[THE INPUT Boundary: Start]

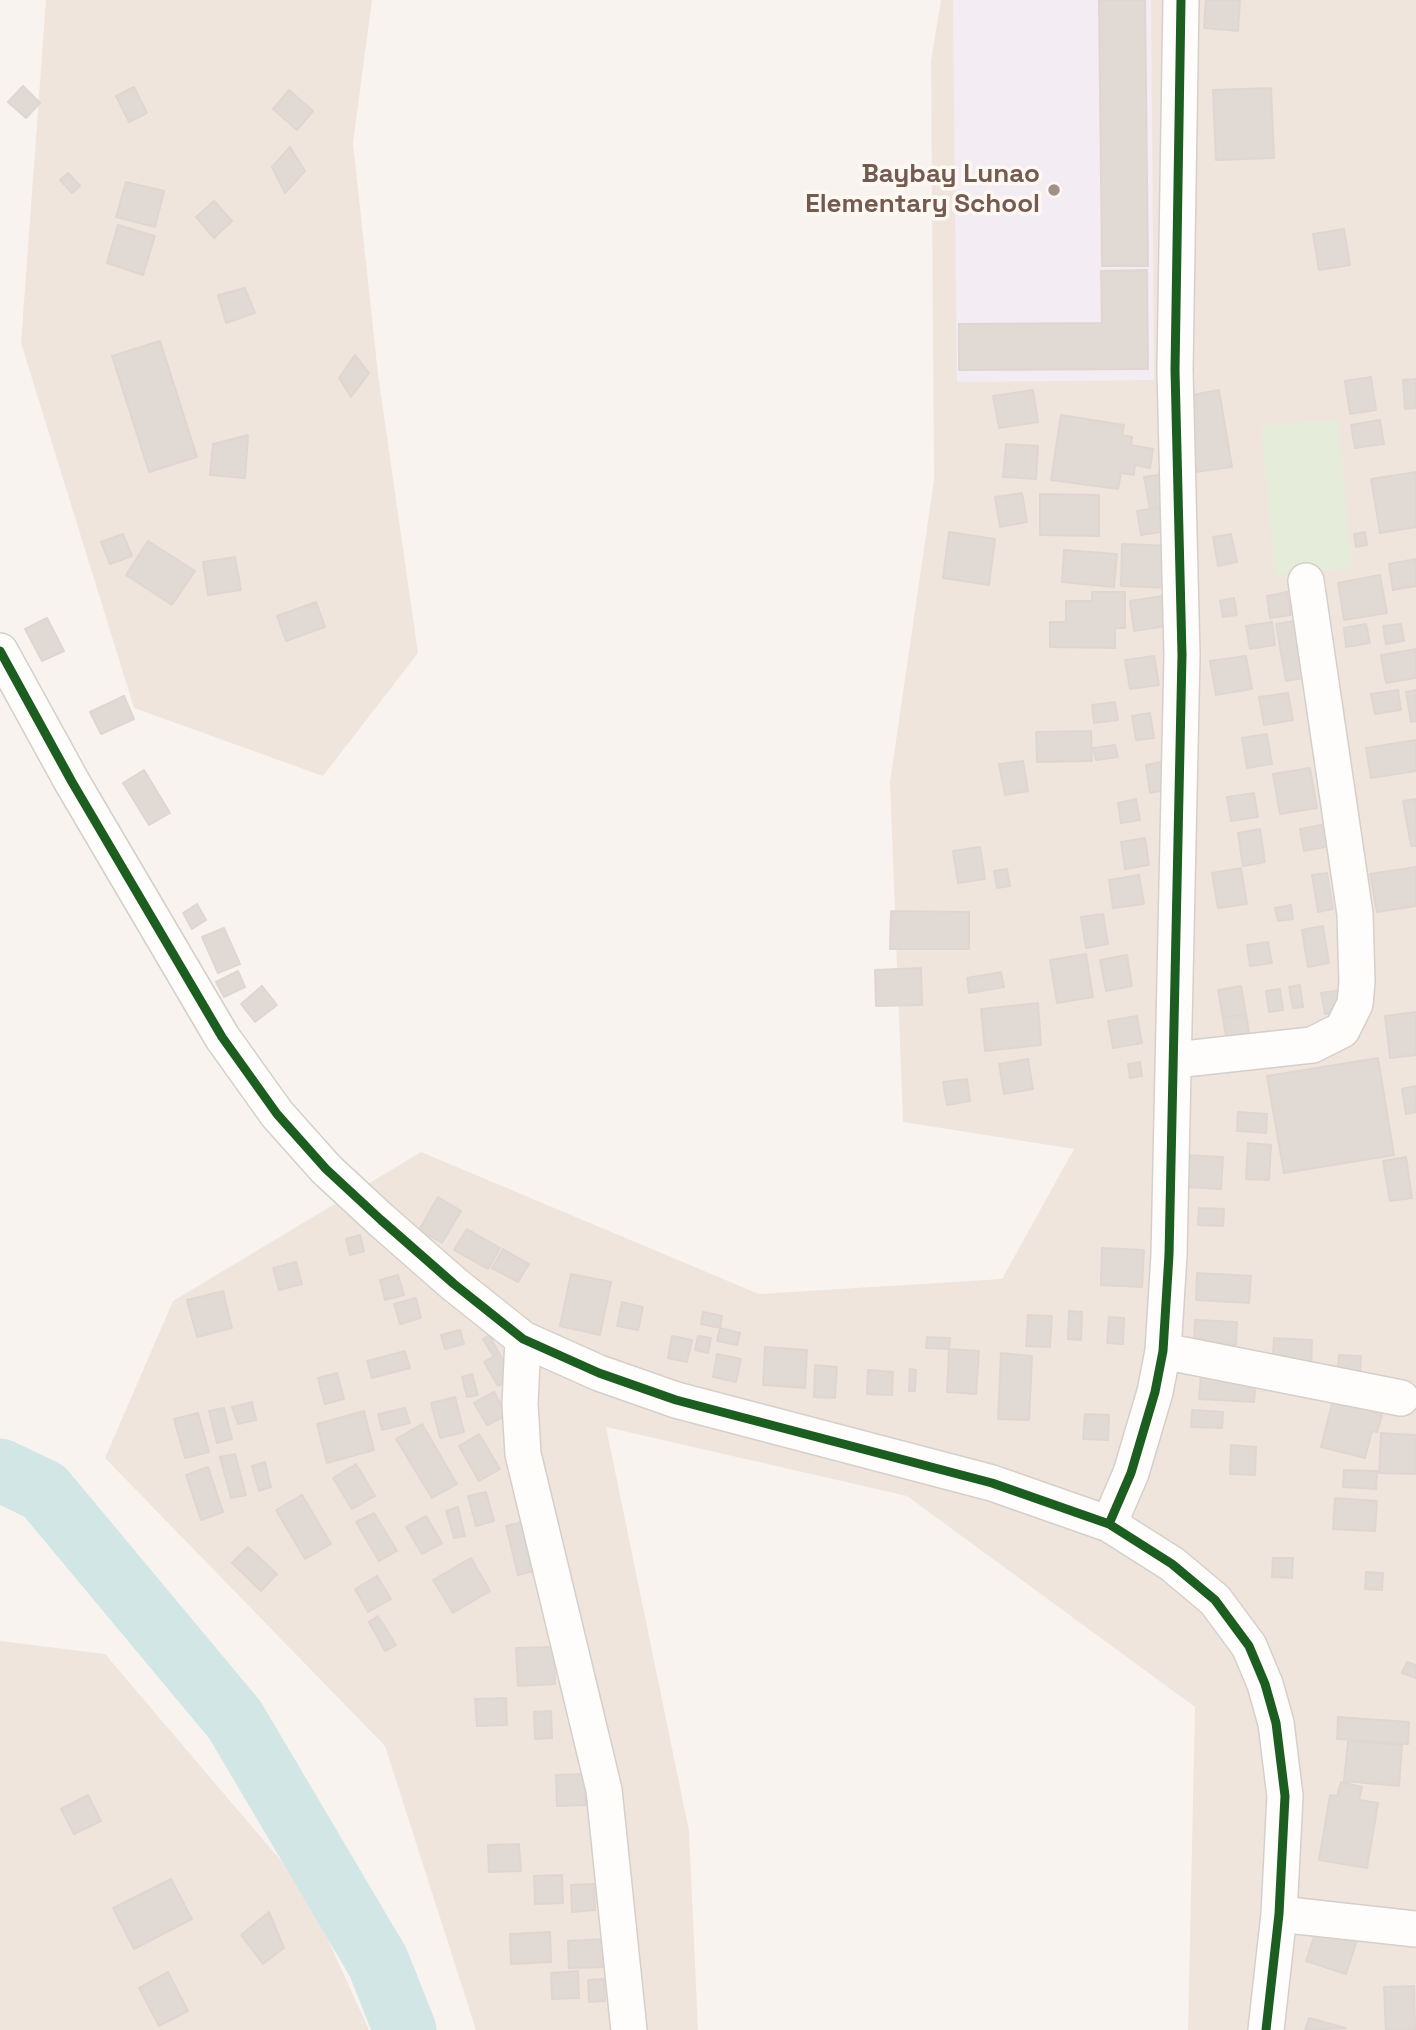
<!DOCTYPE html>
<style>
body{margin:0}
canvas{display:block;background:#f8f3ee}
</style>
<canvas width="1416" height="2030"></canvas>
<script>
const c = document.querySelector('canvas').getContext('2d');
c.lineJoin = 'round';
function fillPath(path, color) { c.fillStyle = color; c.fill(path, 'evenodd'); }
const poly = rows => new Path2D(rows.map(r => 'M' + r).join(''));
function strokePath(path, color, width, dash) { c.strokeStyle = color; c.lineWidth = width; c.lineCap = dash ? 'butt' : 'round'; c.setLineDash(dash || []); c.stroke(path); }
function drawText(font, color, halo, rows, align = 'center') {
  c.font = font + ' "Space Grotesk",sans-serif'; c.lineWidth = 7; c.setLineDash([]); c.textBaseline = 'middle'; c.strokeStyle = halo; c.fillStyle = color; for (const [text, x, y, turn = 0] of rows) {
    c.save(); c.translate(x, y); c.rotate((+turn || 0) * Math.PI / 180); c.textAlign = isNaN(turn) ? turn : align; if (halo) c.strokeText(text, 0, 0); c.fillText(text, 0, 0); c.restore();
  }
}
fillPath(poly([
 [46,0,372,0,353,143,378,374,418,653,323,776,134,708,21,343],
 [941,0,1416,0,1416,2030,1188,2030,1195,1707,907,1496,606,1427,689,1831,698,2030,476,2030,385,1746,105,1458,173,1301,421,1152,759,1294,1002,1279,1074,1149,903,1122,890,782,934,480,931,60],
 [0,1641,105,1654,305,1889,369,2030,0,2030]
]), '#f0e5dd');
fillPath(poly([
 [953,0,1151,0,1154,380,957,382]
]), '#f4ecf3');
fillPath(poly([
 [1338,419,1352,568,1275,575,1261,426]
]), '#e6ecda');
strokePath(poly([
 [0,1470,44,1491,235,1720,378,1962,405,2030]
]), '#d2e6e6', 63);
const building = poly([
 [1099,0,1145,0,1148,266,1102,266,1099,0],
 [1206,0,1240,0,1238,31,1204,28,1206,0],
 [23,86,40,103,26,118,8,102,23,86],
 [134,87,147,113,129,122,116,96,134,87],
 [1271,88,1274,158,1216,160,1213,90,1271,88],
 [289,90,313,111,297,130,273,109,289,90],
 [290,147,305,171,285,193,272,167,290,147],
 [68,173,80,186,72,193,60,180,68,173],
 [126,182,164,191,155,227,116,217,126,182],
 [214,201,232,221,214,238,196,217,214,201],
 [118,225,155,236,143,275,107,263,118,225],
 [1344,229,1350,265,1319,270,1313,234,1344,229],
 [1147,270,1148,369,959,370,959,324,1102,323,1101,271,1147,270],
 [245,288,255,313,226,323,218,295,245,288],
 [160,341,197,457,149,472,112,356,160,341],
 [355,355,369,373,351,397,339,378,355,355],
 [1371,377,1376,410,1350,414,1345,381,1371,377],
 [1416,379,1416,408,1405,409,1403,380,1416,379],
 [1033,390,1038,422,999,428,993,396,1033,390],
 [1219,390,1232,467,1195,472,1182,397,1219,390],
 [1061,415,1124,425,1122,435,1132,437,1131,445,1153,449,1150,468,1135,465,1134,475,1121,473,1118,489,1051,480,1061,415],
 [1380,420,1384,444,1355,448,1351,425,1380,420],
 [248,435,245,478,210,475,213,444,248,435],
 [1006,444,1038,446,1036,479,1003,477,1006,444],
 [1416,472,1416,527,1380,533,1371,479,1416,472],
 [1165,474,1170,506,1150,509,1144,477,1165,474],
 [1022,493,1027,522,1000,527,995,497,1022,493],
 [1040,494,1099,495,1099,536,1040,535,1040,494],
 [1170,506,1174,530,1141,535,1137,511,1170,506],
 [949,532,995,539,989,585,943,578,949,532],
 [1365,532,1367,545,1356,547,1354,534,1365,532],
 [123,534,132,556,110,564,101,542,123,534],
 [1231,534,1237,562,1218,566,1213,537,1231,534],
 [148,541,195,571,172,605,126,575,148,541],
 [1122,544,1174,546,1174,588,1121,586,1122,544],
 [1064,550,1117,554,1114,587,1062,582,1064,550],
 [235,557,241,590,208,595,203,562,235,557],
 [1416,559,1416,586,1393,590,1389,564,1416,559],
 [1380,575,1387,613,1344,620,1338,583,1380,575],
 [1092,592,1125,592,1125,628,1115,628,1115,648,1050,647,1050,622,1066,622,1066,601,1092,601,1092,592],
 [1287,592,1291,615,1270,618,1267,596,1287,592],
 [1162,596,1167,626,1134,631,1130,601,1162,596],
 [1234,598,1237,615,1223,617,1220,601,1234,598],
 [316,602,325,627,286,641,277,616,316,602],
 [47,618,64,651,42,661,25,629,47,618],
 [1294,621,1304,678,1286,681,1276,624,1294,621],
 [1272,622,1275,645,1250,649,1246,626,1272,622],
 [1366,624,1370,643,1346,647,1344,628,1366,624],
 [1401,624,1404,641,1386,644,1383,626,1401,624],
 [1416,649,1416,678,1386,683,1381,655,1416,649],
 [1154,656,1159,685,1130,689,1125,660,1154,656],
 [1246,656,1252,689,1216,695,1210,661,1246,656],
 [1398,690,1401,710,1375,714,1371,694,1398,690],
 [1416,690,1416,721,1411,722,1406,692,1416,690],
 [1288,693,1293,720,1264,725,1259,697,1288,693],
 [124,696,134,719,101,734,90,712,124,696],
 [1115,702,1118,720,1094,723,1092,705,1115,702],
 [1150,713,1154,738,1136,740,1132,716,1150,713],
 [1091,731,1092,761,1037,762,1036,732,1091,731],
 [1267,734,1272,764,1247,768,1242,738,1267,734],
 [1416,740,1416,771,1371,778,1366,748,1416,740],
 [1115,745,1118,757,1096,760,1093,748,1115,745],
 [1023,761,1028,791,1005,795,999,764,1023,761],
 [1161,762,1166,790,1150,793,1146,765,1161,762],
 [1310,768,1317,808,1280,814,1273,774,1310,768],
 [144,770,170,813,149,825,123,783,144,770],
 [1254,793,1258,817,1231,821,1227,797,1254,793],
 [1136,799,1140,820,1121,823,1118,803,1136,799],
 [1416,799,1416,846,1411,846,1403,801,1416,799],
 [1326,824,1330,846,1304,851,1300,829,1326,824],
 [1260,829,1265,862,1243,866,1238,833,1260,829],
 [1145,838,1149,865,1125,869,1121,842,1145,838],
 [980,847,985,879,958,883,953,851,980,847],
 [1416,867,1416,906,1377,912,1370,874,1416,867],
 [1241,868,1247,904,1218,908,1212,873,1241,868],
 [1007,869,1010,886,997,888,994,871,1007,869],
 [1327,873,1333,909,1318,912,1312,875,1327,873],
 [1139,875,1144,904,1113,908,1109,880,1139,875],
 [197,904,206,920,192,929,183,913,197,904],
 [1291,905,1293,919,1278,921,1275,908,1291,905],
 [891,911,969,912,969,949,890,949,891,911],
 [1103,914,1108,944,1086,948,1081,917,1103,914],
 [1323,926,1329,963,1308,967,1302,930,1323,926],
 [224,928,240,964,218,973,202,937,224,928],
 [1268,942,1272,963,1250,966,1247,945,1268,942],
 [1086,954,1093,997,1057,1003,1050,960,1086,954],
 [1127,955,1132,986,1106,991,1100,960,1127,955],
 [921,968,922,1005,876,1006,875,970,921,968],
 [238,971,245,987,224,997,216,982,238,971],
 [1001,972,1004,987,969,993,967,978,1001,972],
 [1300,985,1303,1007,1293,1008,1289,987,1300,985],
 [262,986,277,1005,255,1022,241,1004,262,986],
 [1241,986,1246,1014,1223,1018,1218,990,1241,986],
 [1280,989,1283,1010,1269,1012,1266,991,1280,989],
 [1342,990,1345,1010,1325,1014,1321,993,1342,990],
 [1038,1003,1041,1045,985,1051,981,1009,1038,1003],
 [1416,1012,1416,1055,1390,1058,1385,1016,1416,1012],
 [1246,1014,1250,1038,1227,1042,1223,1018,1246,1014],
 [1137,1016,1142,1043,1113,1048,1108,1021,1137,1016],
 [1378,1058,1394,1155,1284,1173,1267,1076,1378,1058],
 [1028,1059,1033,1089,1004,1094,999,1064,1028,1059],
 [1140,1062,1142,1076,1130,1078,1128,1064,1140,1062],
 [967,1079,970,1101,947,1105,943,1082,967,1079],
 [1416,1086,1416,1112,1406,1114,1402,1089,1416,1086],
 [1238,1112,1267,1114,1266,1133,1237,1131,1238,1112],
 [1248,1143,1271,1145,1269,1180,1246,1179,1248,1143],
 [1186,1155,1223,1157,1221,1189,1185,1187,1186,1155],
 [1406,1157,1412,1198,1390,1201,1383,1161,1406,1157],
 [438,1197,461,1211,442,1243,419,1230,438,1197],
 [1199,1208,1224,1209,1223,1226,1198,1225,1199,1208],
 [467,1229,500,1248,488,1269,454,1250,467,1229],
 [360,1235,364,1251,350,1255,346,1239,360,1235],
 [1102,1248,1144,1250,1142,1287,1101,1285,1102,1248],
 [503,1249,529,1264,518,1282,492,1268,503,1249],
 [296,1262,302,1284,279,1290,273,1268,296,1262],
 [1197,1273,1251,1276,1249,1303,1196,1300,1197,1273],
 [571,1274,611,1282,600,1335,560,1326,571,1274],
 [398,1275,404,1295,385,1300,380,1280,398,1275],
 [223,1291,232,1328,197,1337,187,1300,223,1291],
 [416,1298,421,1318,400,1324,394,1304,416,1298],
 [622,1302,643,1307,638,1330,617,1326,622,1302],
 [1069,1311,1082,1312,1081,1340,1068,1339,1069,1311],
 [703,1312,722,1316,720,1328,701,1324,703,1312],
 [1028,1315,1052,1316,1050,1347,1026,1346,1028,1315],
 [1109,1317,1124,1318,1123,1344,1107,1343,1109,1317],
 [1195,1320,1237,1322,1236,1345,1194,1342,1195,1320],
 [720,1328,740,1333,737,1345,717,1341,720,1328],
 [460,1330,464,1344,445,1349,441,1335,460,1330],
 [489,1335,499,1353,493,1356,483,1339,489,1335],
 [672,1336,692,1340,687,1362,668,1358,672,1336],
 [698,1336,711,1338,708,1353,695,1350,698,1336],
 [927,1337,950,1338,949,1349,926,1348,927,1337],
 [1274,1338,1312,1340,1311,1369,1272,1367,1274,1338],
 [765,1347,807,1350,805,1388,763,1385,765,1347],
 [949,1349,979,1351,976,1394,947,1392,949,1349],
 [405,1351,410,1368,372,1378,367,1361,405,1351],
 [499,1353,513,1378,498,1386,484,1362,499,1353],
 [1001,1353,1032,1356,1029,1420,998,1419,1001,1353],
 [717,1354,741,1359,736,1382,713,1377,717,1354],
 [1339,1355,1361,1356,1360,1376,1337,1375,1339,1355],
 [815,1365,837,1367,835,1398,814,1397,815,1365],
 [910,1369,916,1370,915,1391,909,1391,910,1369],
 [868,1370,893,1372,892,1395,867,1394,868,1370],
 [337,1373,344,1399,325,1404,318,1378,337,1373],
 [472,1374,478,1395,467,1397,462,1377,472,1374],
 [1201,1375,1256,1378,1254,1402,1199,1399,1201,1375],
 [494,1392,507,1415,487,1425,474,1403,494,1392],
 [1335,1392,1375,1403,1373,1412,1382,1415,1377,1432,1372,1431,1365,1458,1321,1447,1335,1392],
 [455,1397,464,1432,440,1438,431,1403,455,1397],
 [252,1402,256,1420,238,1424,232,1407,252,1402],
 [224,1408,232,1439,217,1443,209,1411,224,1408],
 [405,1408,410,1423,382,1430,378,1414,405,1408],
 [1192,1410,1223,1412,1222,1428,1191,1427,1192,1410],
 [364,1411,374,1450,327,1463,317,1424,364,1411],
 [198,1413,209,1452,185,1458,174,1419,198,1413],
 [1085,1414,1109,1415,1108,1440,1083,1439,1085,1414],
 [422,1424,457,1484,432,1498,396,1439,422,1424],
 [1381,1433,1416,1435,1415,1474,1379,1473,1381,1433],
 [479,1434,500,1469,479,1481,459,1446,479,1434],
 [1231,1445,1256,1447,1255,1475,1230,1474,1231,1445],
 [235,1454,246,1495,231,1498,220,1457,235,1454],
 [265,1462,271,1487,259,1491,252,1466,265,1462],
 [356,1464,375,1496,352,1509,333,1478,356,1464],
 [208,1467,223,1512,201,1520,186,1475,208,1467],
 [1344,1470,1377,1471,1376,1489,1343,1487,1344,1470],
 [486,1492,494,1521,476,1526,468,1496,486,1492],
 [302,1495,331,1544,305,1559,276,1510,302,1495],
 [1335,1498,1377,1501,1375,1531,1333,1529,1335,1498],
 [458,1507,465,1536,454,1538,446,1511,458,1507],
 [374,1513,397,1551,379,1561,356,1522,374,1513],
 [426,1516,442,1543,422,1554,406,1527,426,1516],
 [527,1521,540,1569,518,1575,506,1526,527,1521],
 [248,1547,277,1574,261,1591,232,1563,248,1547],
 [471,1558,490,1591,453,1613,433,1580,471,1558],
 [1273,1558,1293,1558,1292,1578,1272,1577,1273,1558],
 [1366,1572,1383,1573,1382,1590,1365,1589,1366,1572],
 [377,1576,391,1599,368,1612,355,1589,377,1576],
 [378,1616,396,1645,385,1651,369,1622,378,1616],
 [554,1647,555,1684,518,1686,516,1648,554,1647],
 [1407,1662,1416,1665,1416,1678,1402,1673,1407,1662],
 [506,1698,507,1725,477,1726,475,1699,506,1698],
 [551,1711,552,1738,535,1739,534,1712,551,1711],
 [1338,1717,1409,1722,1408,1744,1337,1739,1338,1717],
 [1348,1741,1402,1745,1399,1786,1344,1781,1348,1741],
 [585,1774,586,1805,557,1806,556,1775,585,1774],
 [1341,1782,1362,1787,1359,1800,1378,1803,1367,1868,1319,1860,1330,1795,1337,1796,1341,1782],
 [88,1795,101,1821,74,1834,61,1809,88,1795],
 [519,1844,521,1871,489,1872,488,1845,519,1844],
 [562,1875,563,1903,535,1904,534,1876,562,1875],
 [171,1879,192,1919,134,1949,113,1908,171,1879],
 [594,1884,595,1910,572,1912,571,1885,594,1884],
 [269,1912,284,1948,263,1964,241,1935,269,1912],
 [1317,1928,1357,1940,1346,1974,1306,1961,1317,1928],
 [550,1932,551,1962,511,1964,510,1934,550,1932],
 [604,1939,606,1967,569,1968,568,1941,604,1939],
 [578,1971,579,1998,552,1999,551,1973,578,1971],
 [168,1972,188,2011,159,2026,139,1988,168,1972],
 [604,1979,605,2001,589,2002,588,1980,604,1979],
 [1414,1986,1415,2030,1386,2030,1384,1987,1414,1986],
 [1309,2018,1346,2028,1305,2030,1309,2018]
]);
fillPath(building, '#e1d9d4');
strokePath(building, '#e0d6d1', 2);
const minor = poly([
 [0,651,72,782,222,1037,277,1114,326,1169,381,1220,454,1284,523,1339,599,1373,676,1400,992,1483,1109,1524,1172,1564,1215,1600,1249,1646,1265,1684,1276,1723,1285,1796,1279,1914,1266,2030],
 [1175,1060,1312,1045,1342,1030,1355,1004,1357,982,1355,914,1306,581],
 [523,1339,520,1404,523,1454,604,1790,629,2030],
 [1163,1351,1401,1398],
 [1109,1524,1131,1473,1155,1392,1163,1351,1169,1255,1182,655,1175,370,1181,0],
 [1279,1914,1416,1929]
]);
strokePath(minor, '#d5cfc9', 38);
strokePath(minor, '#fefdfc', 35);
strokePath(poly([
 [0,651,72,782,222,1037,277,1114,326,1169,381,1220,454,1284,523,1339,599,1373,676,1400,992,1483,1109,1524,1172,1564,1215,1600,1249,1646,1265,1684,1276,1723,1285,1796,1279,1914,1266,2030],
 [1109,1524,1131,1473,1155,1392,1163,1351,1169,1255,1182,655,1175,370,1181,0]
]), '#1b5e20', 9);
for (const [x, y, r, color] of [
 [1054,190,7,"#a29087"]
]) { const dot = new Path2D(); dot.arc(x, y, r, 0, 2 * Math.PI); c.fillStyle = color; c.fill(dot); strokePath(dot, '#fdf8f1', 2.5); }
drawText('bold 26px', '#745a50', '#fdf8f1', [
 ["Baybay Lunao",1040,175],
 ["Elementary School",1040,205]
], 'right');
</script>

[THE INPUT Boundary: End]

### THE PROBLEM
Return every line of the entries above that the string "align" appears in.

### WRITTEN ANSWER
function drawText(font, color, halo, rows, align = 'center') {
    c.save(); c.translate(x, y); c.rotate((+turn || 0) * Math.PI / 180); c.textAlign = isNaN(turn) ? turn : align; if (halo) c.strokeText(text, 0, 0); c.fillText(text, 0, 0); c.restore();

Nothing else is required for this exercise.